A Maricopa County Sheriff's deputy said he saw signs of impairment, so he had Mac take some field sobriety tests. Mac said he admitted he had been around people who were smoking pot, and he didn't do very well on the field tests.
"After that he came back over to me and said please turn around," Mac said.
He was arrested, charged with a drug DUI. But his blood test came back with absolutely nothing illegal in his system. Mac's attorney has been fighting the charge ever since. It was dismissed last month.
"He will always have it on his record that he was charged with a DUI," his attorney, Charity Clark said.
"Especially around college applying time it was extremely upsetting to me," Mac said.
A spokesperson with MCSO said this happens in about 5 percent of their drug DUI cases. Lt. Brandon Jones sent ABC15 this statement:
"The average accuracy for DRE testing in Arizona case is between 94 percent and 95 percent. Meaning that about 5 to 6 percent of the cases tested in Arizona come back with nothing detectible in the blood.

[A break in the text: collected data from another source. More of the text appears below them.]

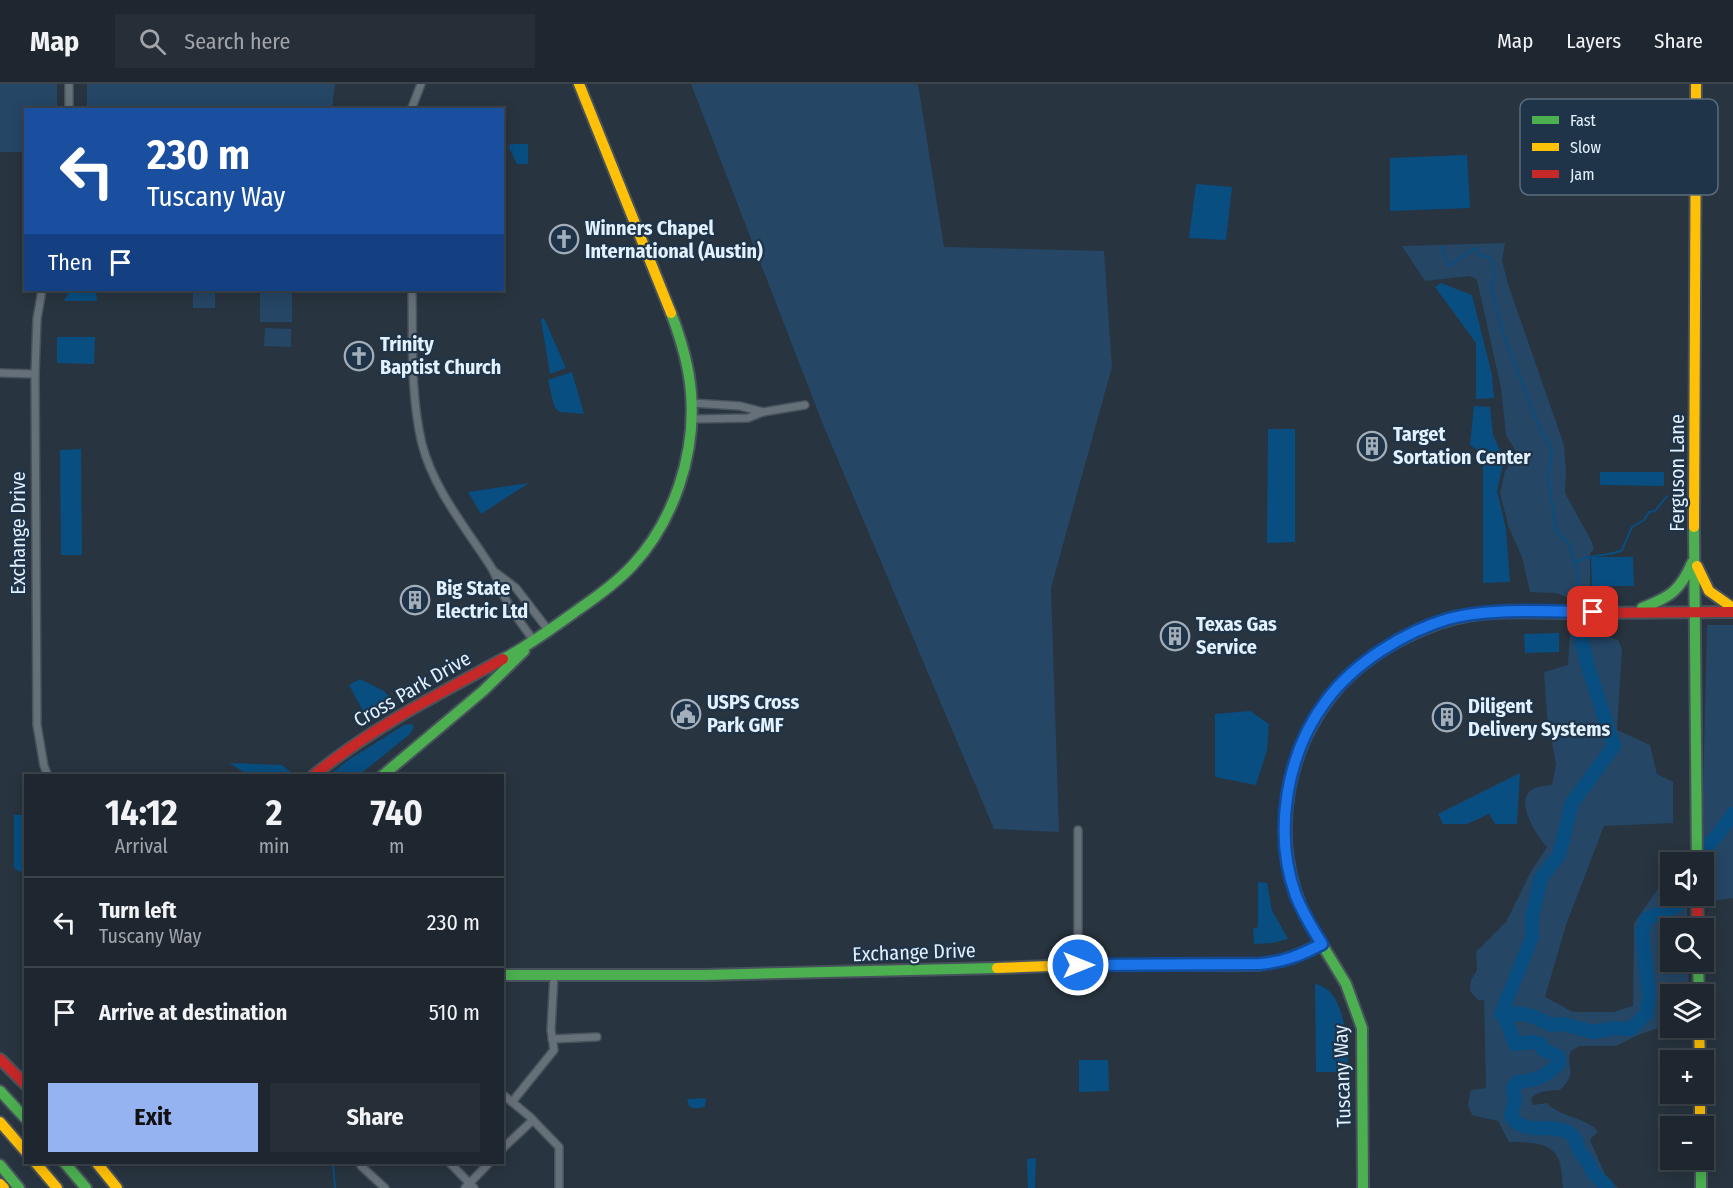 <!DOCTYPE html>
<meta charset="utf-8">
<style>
:root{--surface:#1e272f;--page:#262f37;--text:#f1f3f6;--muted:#a1a5aa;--line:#3c444b;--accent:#95b2f1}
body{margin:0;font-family:"Fira Sans Condensed",sans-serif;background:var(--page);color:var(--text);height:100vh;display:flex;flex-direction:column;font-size:22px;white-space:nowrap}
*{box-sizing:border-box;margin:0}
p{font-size:20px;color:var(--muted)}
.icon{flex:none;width:33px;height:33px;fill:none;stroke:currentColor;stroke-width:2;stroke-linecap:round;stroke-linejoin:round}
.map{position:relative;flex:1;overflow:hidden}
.sheet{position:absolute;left:24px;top:690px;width:480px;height:390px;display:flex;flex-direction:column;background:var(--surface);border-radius:0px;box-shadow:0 3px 15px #0003,0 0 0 2px var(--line)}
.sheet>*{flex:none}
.top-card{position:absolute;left:24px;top:24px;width:480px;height:183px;border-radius:0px;box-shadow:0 3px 15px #0003,0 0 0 2px var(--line);background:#1a4fa0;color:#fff;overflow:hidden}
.tools{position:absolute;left:1660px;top:768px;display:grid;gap:12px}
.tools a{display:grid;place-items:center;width:54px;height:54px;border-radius:0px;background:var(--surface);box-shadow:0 3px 15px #0003,0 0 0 2px var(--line);font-size:30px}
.pin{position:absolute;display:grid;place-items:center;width:51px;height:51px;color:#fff;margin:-26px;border-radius:12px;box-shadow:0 3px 9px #0006}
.me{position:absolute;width:66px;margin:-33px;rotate:90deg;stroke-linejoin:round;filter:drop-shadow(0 0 4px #0008)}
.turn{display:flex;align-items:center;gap:21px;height:126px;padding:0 24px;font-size:27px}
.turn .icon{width:78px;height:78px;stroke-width:2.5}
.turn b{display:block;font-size:42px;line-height:51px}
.then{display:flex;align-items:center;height:57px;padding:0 24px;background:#0003;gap:12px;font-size:22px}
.eta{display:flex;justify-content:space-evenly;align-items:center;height:102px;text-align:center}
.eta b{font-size:36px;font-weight:700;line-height:42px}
.action{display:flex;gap:12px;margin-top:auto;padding:12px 24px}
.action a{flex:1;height:69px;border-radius:0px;background:var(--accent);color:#111;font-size:24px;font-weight:700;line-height:69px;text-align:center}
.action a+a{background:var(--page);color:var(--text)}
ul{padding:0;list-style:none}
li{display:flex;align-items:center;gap:18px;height:90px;padding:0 24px;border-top:2px solid var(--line)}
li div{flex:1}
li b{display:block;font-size:22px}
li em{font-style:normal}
header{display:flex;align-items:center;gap:36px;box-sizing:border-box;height:84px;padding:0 30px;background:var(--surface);border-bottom:2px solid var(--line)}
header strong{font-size:28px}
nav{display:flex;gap:33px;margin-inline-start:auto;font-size:21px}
.search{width:420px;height:54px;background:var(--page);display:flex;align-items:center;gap:15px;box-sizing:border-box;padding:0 21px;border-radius:0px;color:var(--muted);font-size:22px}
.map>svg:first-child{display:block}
</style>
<header>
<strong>Map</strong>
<div class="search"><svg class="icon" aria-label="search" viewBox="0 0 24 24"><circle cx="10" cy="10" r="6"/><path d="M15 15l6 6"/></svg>Search here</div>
<nav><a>Map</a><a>Layers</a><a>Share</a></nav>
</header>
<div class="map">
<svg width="1733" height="1104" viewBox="0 0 1733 1104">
<rect width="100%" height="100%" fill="#28343f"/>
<!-- green -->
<g fill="#254665">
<polygon points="0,0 57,0 57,25 26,26 25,68 0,68"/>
<polygon points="87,0 335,0 332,26 87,25"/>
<polygon points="691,0 918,0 944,163 1104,167 1112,283 1051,504 1059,748 994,745 824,343"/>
<polygon points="1505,159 1502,176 1508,200 1564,361 1566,388 1565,409 1592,458 1594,465 1590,469 1590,510 1569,514 1556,509 1530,508 1522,473 1509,444 1500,409 1505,387 1518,371 1506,351 1501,304 1477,196 1470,192 1425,197 1402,162"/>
<rect x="193" y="206" width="22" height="18"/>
<rect x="260" y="206" width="32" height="32"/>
<polygon points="265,244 291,245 291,263 264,262"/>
<polygon points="1707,541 1733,541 1733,814 1705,818 1703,709"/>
<path d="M1570,547H1591L1618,556L1622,565L1617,646L1650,661L1657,690L1673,698V739L1604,742L1566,841L1545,913L1573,928H1613L1633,922L1634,839L1671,786V812H1687V844H1671V878H1688L1689,910H1671V944H1677H1659L1638,951L1616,962H1579L1571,967C1564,984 1580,987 1560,1006C1549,1007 1538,1006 1531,1015L1533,1021L1547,1019C1561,1034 1584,1032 1598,1047L1590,1056L1608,1097L1619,1104H1563C1562,1095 1562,1083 1558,1074C1549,1056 1526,1059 1509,1058L1498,1037L1472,1031L1468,1021L1471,1006L1486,1004L1484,916H1478L1470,907L1471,896L1477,886L1476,868L1506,838L1530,789L1547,763C1537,752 1513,716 1533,705C1538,702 1547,702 1552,701L1556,680L1547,633L1544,588L1568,581Z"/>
</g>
<!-- water -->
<g fill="#084e81">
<polygon points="510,60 528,60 528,80 517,80 509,64"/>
<polygon points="1467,71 1470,124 1390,127 1390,74"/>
<polygon points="1196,100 1232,103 1226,156 1189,154"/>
<polygon points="1441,199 1472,211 1492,291 1494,314 1476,315 1476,259 1435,203"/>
<polygon points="70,206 96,206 97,217 64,217"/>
<polygon points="544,234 566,284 550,290 541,236"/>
<polygon points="57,253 95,253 94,280 57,279"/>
<polygon points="572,288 584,330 559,328 554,322 548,296"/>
<polygon points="1474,322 1490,323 1493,351 1504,375 1497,407 1506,445 1510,498 1483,499 1483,375 1480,368 1470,361"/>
<polygon points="1268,345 1295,345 1295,458 1267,459"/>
<polygon points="81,365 82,471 61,471 60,366"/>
<polygon points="1600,388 1664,388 1664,402 1600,401"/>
<polygon points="529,399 481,430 468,408"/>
<polygon points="1591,473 1633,473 1634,502 1592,502"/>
<polygon points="1559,549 1559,568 1525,569 1524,550"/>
<polygon points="360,595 384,607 395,619 368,636 349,601"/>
<polygon points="1250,627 1269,640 1267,666 1256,701 1215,693 1215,630"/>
<polygon points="412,640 414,643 410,650 359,691 329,691 350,675 404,641"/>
<polygon points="229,679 282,681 292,689 290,691 249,691"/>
<polygon points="1520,689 1517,740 1495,740 1489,730 1467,740 1443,740 1438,730"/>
<polygon points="14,731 25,731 25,785 20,788 14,784"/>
<polygon points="1258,798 1267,799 1272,826 1288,855 1272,859 1254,860 1253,845 1258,843"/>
<path d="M1315,899C1319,901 1324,903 1328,906C1346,921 1348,966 1348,988H1316Z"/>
<polygon points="1079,976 1108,976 1109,1007 1079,1008"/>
<path d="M706,1014L705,1022C699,1025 694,1025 689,1022L687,1015Z"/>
<polygon points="1036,1074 1035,1104 1028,1104 1027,1075"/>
</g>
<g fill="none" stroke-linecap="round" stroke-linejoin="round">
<!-- stream -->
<g stroke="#084e81" stroke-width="2">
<path d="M1441,163L1449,182L1475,164L1482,172L1489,173C1496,182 1495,193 1491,204C1495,212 1494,219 1497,227C1500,236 1502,243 1504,252L1540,345L1552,366L1548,392L1556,447L1569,460L1578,490L1575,514"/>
<path d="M1575,479C1592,468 1605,474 1622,466L1632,443L1644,436L1649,428L1655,427L1667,412"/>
<polyline points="333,1078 335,1104"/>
</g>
<!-- river -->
<g stroke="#084e81" stroke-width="14">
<path d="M1579,546L1588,583L1614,662L1572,719L1559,771L1541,794L1532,832V853L1501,930L1506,936L1515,960L1534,958L1541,960L1542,965L1559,973V979C1546,992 1536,997 1517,998L1513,1004L1515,1015L1511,1032C1525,1053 1553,1038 1569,1049C1572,1051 1574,1053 1576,1056C1577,1067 1581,1068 1587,1077C1590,1081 1591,1086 1594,1090C1599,1095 1604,1098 1608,1104"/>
<polyline points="1702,767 1716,753 1733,730"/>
<polyline points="1686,778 1689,775"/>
<polyline points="1506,936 1516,929 1532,932 1551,941 1563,940 1593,948 1614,944 1631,945 1646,930 1649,913 1642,849 1646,835 1676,822 1677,812"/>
</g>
<!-- street casing -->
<g stroke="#48525c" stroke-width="10">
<g id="street">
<polyline points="69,26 69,0"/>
<polyline points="411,26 421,0"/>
<polyline points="42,206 37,235 35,290 37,641 44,682 48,692"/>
<path d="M412,206C413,256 410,310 422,360C434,406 466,444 491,483C497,492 499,503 504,512C512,528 524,543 534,557"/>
<polyline points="0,289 35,290"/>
<polyline points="692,319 740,322 763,328"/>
<polyline points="692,335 748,334 763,328 805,321"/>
<polyline points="495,488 516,504 549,547"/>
<polyline points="1078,881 1078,746"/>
<polyline points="554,891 551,946 554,966 512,1018 529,1032 559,1063 559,1104"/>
<polyline points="552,955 597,953"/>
<polyline points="502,1010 512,1018"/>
<polyline points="502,1065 533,1036"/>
<polyline points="361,1078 361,1082 385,1104"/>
<polyline points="449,1078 474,1104"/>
<polyline points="465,1104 490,1078"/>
</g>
</g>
<!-- fast casing -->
<g stroke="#48525c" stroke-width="14">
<g id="fast">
<polyline points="1694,443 1697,778"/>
<path d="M1642,524C1670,513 1680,507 1692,479"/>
<path d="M503,575C530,561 554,543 579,525C598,512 616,499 632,482C674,437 696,370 691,309C689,282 681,255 671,229"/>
<polyline points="382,692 483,607 524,567"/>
<polyline points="1309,839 1346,900 1362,944 1363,1104"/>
<polyline points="1698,878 1699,910"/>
<polyline points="502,891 704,891 997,884"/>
<polyline points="0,1007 26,1035"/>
<polyline points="1701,1076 1701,1104"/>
<polyline points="64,1078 86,1104"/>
<polyline points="0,1081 19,1104"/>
</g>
</g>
<!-- slow casing -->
<g stroke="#48525c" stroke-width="14">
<g id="slow">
<polyline points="579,0 671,229"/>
<polyline points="1694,443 1696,0"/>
<polyline points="1697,482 1709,507 1733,524"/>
<path d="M1309,839C1265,758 1285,649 1354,588C1379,566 1409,550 1440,539C1482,524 1528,529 1572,529"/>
<polyline points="997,884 1078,881 1259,881 1291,874 1322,860"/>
<polyline points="1699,944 1700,976"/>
<polyline points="1700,1010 1700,1042"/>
<polyline points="0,1038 26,1068"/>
<polyline points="35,1078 57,1104"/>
<polyline points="96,1078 117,1104"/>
<polyline points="0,1100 4,1104"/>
</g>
</g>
<!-- jam casing -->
<g stroke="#48525c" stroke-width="14">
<g id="jam">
<polyline points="1572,529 1733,528"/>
<path d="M313,692C371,644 437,611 503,575"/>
<polyline points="1697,812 1698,844"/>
<polyline points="0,975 26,1001"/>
</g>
</g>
<!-- street -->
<use href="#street" stroke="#667079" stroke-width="7"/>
<!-- fast -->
<use href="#fast" stroke="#4caf50" stroke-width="10"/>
<!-- slow -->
<use href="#slow" stroke="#ffc107" stroke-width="10"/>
<!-- jam -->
<use href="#jam" stroke="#c62828" stroke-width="10"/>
</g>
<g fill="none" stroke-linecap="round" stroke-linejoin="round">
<!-- route casing -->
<g stroke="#114b97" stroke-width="15">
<path id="route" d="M1078,881L1260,880C1284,878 1301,871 1322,860C1312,844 1303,829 1296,812C1273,749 1286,670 1326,617C1354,579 1404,548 1448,535C1489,523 1550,528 1593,528"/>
</g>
<!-- route -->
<use href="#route" stroke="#1a73e8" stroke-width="10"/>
</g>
<!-- icons -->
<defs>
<g id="church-ring" transform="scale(1.5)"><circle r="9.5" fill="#1f3448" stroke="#a2aeba" stroke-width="1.5"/><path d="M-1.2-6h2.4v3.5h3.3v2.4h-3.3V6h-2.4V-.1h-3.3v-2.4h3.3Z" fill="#a2aeba"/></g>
<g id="building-ring" transform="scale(1.5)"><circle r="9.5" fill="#1f3448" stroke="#a2aeba" stroke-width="1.5"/><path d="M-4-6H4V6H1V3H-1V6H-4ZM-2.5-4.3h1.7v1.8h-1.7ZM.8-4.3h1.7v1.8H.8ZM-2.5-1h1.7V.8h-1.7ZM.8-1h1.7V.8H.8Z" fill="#a2aeba"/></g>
<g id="civic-ring" transform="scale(1.5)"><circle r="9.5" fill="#1f3448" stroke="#a2aeba" stroke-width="1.5"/><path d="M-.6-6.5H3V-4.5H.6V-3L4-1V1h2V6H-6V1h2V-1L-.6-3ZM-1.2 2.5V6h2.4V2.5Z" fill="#a2aeba"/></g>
</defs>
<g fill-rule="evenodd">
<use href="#church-ring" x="564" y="155"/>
<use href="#church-ring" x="359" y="272"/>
<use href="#building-ring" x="1372" y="362"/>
<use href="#building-ring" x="415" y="516"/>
<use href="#building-ring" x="1175" y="552"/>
<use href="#civic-ring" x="686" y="630"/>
<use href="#building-ring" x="1447" y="633"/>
</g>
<g text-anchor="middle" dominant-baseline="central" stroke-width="4.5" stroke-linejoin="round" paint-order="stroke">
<!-- poi labels -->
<g font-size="20" font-weight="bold" fill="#e3f0fd" stroke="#1f3448" text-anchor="start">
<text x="585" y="144">Winners Chapel<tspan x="585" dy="23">International (Austin)</tspan></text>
<text x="380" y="260">Trinity<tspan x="380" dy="23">Baptist Church</tspan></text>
<text x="1393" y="350">Target<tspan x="1393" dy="23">Sortation Center</tspan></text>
<text x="436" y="504">Big State<tspan x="436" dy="23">Electric Ltd</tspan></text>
<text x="1196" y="540">Texas Gas<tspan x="1196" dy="23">Service</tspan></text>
<text x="707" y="618">USPS Cross<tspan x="707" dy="23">Park GMF</tspan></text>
<text x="1468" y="622">Diligent<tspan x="1468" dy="23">Delivery Systems</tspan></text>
</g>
<!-- street labels -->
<g font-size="20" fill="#e3f0fd" stroke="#1f3448">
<text transform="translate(1677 389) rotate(-90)">Ferguson Lane</text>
<text transform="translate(18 449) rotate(-90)">Exchange Drive</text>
<text transform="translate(412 605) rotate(-30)">Cross Park Drive</text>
<text transform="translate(914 868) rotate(-2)">Exchange Drive</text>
<text transform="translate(1342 992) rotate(-92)">Tuscany Way</text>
</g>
</g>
<!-- legend -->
<rect x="1520" y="15" width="198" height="96" rx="9" fill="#1f3448" stroke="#5a6c7e" stroke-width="1.5"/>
<rect x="1532" y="32" width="27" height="8" fill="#4caf50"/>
<rect x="1532" y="59" width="27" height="8" fill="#ffc107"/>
<rect x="1532" y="86" width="27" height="8" fill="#c62828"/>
<g font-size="16" fill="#e3f0fd">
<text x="1570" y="42">Fast</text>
<text x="1570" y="69">Slow</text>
<text x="1570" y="96">Jam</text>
</g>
</svg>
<div class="tools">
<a><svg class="icon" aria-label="sound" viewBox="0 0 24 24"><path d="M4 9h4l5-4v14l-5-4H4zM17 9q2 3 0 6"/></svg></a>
<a><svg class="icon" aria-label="search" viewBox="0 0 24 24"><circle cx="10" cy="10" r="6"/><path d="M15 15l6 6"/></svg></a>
<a><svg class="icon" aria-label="layers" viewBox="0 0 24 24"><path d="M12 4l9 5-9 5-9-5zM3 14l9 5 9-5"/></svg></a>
<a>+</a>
<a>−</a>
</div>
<div class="pin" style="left:1593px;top:528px;background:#d93025"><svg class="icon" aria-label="arrive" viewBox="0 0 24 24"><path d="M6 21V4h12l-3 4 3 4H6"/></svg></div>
<svg class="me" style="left:1078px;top:881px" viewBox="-20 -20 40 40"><circle r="17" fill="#1a73e8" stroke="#fff" stroke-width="3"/><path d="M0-11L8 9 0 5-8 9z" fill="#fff"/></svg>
<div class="top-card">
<div class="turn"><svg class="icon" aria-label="left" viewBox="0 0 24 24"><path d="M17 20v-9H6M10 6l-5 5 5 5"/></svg><div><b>230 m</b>Tuscany Way</div></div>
<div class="then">Then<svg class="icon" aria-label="arrive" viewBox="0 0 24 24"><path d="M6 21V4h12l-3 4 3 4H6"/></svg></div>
</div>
<section class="sheet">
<div class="eta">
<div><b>14:12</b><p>Arrival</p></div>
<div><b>2</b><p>min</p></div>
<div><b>740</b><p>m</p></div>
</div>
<ul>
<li><svg class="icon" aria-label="left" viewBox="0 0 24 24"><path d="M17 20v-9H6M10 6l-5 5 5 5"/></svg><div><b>Turn left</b><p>Tuscany Way</p></div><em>230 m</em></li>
<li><svg class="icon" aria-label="arrive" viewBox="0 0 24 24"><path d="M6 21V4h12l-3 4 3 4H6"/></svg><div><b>Arrive at destination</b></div><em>510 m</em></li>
</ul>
<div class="action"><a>Exit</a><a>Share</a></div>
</section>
</div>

This can be caused by several issues, one of which could be the suspect’s medical history or possible medical condition. Prescription drugs could cause false DRE signs. Synthetic drugs have also lead to this because they are not traceable in the blood through our current testing methods. The bottom line is that this testing method is not an exact science, but is one of the many tools to help in the fight against drugs, again leading to 94 to 95 percent of the cases closed with convictions."
In the meantime, Clark is petitioning the state to get Mac's charge removed from his record.